President Bush is taking the advice of Sen. John Warner, a Republican Party elder, who urged him to get out and sell the American public on the Iraq war.

After Warner, R-Va., chairman of the Senate Armed Service Committee, gave that advice on Nov. 28, the president embarked on a series of six campaign-style speeches that have tried to justify the U.S.-led attack on Iraq and the continuing occupation.

Bush also got the same get-out-and-sell-sell-sell advice last week from the former secretaries of state and secretaries of defense who met him briefly in the White House. They warned the president that he would have to build political support on the home front for the war -- or the war critics would become more vocal, as they did in the Vietnam War era. Back then, those widespread protests led to congressional opposition to the war and forced the United States to end 15 years of active military involvement in Southeast Asia.

The former secretaries told Bush that he should be more active in his efforts to explain the reasons for the United States to be in Iraq -- especially as the human and financial costs mount.

As part of his marketing campaign to persuade the American public "to stay the course," the president is insisting that he has a strategy for victory in the nearly three-year war. This is the same commander in chief who declared "mission accomplished" on May 1, 2003.

As opposition to the war grows, Bush seems to be more frantic in flailing against war critics.

In Louisville, Ky., on Tuesday, the president warned that the critics are hurting the troops who put their lives on the line. He also threatened political repercussions for such opposition.

"I can understand people being abhorrent about war," he said. "War is terrible, but one way people can help as we're coming down the pike in the 2006 elections, is remember the effect that rhetoric can have on our troops in harm's way, and the effect that rhetoric can have in emboldening or weakening the enemy."

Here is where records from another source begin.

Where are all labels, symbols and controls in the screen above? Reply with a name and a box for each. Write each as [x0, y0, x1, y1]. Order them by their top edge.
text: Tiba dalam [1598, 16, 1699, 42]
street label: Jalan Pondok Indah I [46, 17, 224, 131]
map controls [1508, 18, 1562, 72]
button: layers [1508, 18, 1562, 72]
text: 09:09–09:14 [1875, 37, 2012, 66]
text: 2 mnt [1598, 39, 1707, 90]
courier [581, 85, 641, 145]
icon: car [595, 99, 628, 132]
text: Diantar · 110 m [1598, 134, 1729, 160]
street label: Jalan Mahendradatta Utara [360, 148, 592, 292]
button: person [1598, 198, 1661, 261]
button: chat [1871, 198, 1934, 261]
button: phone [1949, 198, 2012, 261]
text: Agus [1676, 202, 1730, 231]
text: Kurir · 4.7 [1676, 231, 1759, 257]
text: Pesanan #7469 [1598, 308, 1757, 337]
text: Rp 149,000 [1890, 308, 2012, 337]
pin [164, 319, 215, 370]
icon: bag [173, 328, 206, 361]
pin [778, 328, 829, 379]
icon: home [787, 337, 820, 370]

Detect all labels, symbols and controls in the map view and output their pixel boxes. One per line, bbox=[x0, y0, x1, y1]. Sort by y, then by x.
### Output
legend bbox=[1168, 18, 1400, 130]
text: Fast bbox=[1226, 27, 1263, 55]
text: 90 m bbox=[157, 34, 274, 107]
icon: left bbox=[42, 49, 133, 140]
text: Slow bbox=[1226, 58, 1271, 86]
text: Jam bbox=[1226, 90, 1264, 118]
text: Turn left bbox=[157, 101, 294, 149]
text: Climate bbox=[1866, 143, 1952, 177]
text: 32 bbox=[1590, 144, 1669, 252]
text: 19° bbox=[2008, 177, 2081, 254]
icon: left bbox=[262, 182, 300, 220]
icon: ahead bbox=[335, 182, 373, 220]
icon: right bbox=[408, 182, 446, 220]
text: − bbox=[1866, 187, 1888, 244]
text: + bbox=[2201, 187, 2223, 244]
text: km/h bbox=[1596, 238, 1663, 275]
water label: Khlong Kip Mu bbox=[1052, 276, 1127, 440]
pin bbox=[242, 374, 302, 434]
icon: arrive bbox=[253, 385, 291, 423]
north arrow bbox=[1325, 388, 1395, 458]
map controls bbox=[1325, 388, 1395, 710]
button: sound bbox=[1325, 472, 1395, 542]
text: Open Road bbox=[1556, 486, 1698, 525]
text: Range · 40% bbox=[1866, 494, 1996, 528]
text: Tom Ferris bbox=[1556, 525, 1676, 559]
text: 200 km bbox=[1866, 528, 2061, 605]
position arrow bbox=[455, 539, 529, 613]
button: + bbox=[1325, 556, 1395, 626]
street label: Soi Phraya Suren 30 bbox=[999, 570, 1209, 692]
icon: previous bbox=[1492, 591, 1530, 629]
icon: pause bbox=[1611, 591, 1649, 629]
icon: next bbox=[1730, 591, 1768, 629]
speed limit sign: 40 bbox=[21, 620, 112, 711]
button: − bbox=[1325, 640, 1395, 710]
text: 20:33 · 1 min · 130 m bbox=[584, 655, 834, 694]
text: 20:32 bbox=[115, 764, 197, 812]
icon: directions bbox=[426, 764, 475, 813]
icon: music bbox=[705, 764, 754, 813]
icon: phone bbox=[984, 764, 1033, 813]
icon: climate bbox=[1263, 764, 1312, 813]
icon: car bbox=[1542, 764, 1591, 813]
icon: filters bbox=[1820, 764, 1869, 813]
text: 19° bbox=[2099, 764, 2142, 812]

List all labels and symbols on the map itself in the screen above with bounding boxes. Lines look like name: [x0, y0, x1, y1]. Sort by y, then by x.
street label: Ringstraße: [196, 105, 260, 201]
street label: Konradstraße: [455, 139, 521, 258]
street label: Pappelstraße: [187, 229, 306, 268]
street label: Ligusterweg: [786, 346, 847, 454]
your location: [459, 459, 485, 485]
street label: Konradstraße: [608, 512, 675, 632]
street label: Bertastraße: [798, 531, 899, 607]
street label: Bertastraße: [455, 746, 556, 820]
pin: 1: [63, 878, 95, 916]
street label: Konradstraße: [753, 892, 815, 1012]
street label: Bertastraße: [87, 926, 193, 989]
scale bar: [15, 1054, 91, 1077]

The Democratic response -- mainly from Senate Democratic leader Harry Reid, D-Nev. -- is that Bush was using "our troops as a shield against legitimate criticism of his war policy."

In a speech to the friendly Veterans of Foreign Wars Monday, Bush derided the war's detractors, saying Americans know the difference between "honest critics" and "those who claim we acted in Iraq because of oil, or because of Israel, or because we misled the American people."

That was an interesting commentary by Bush. Some of us waited breathlessly to hear him say what really impelled him to invade Iraq on March 19, 2003 -- but he didn't oblige. His previous rationales -- that Iraq had weapons of mass destruction and that Iraq had ties to the al Qaeda network -- have turned out to be bogus.

We do know, from the memoirs of former aides, congressional inquiries and leaked British documents, that Iraq was high on Bush's agenda as soon after he took office on Jan. 20, 2001. But the reasons remain mysterious.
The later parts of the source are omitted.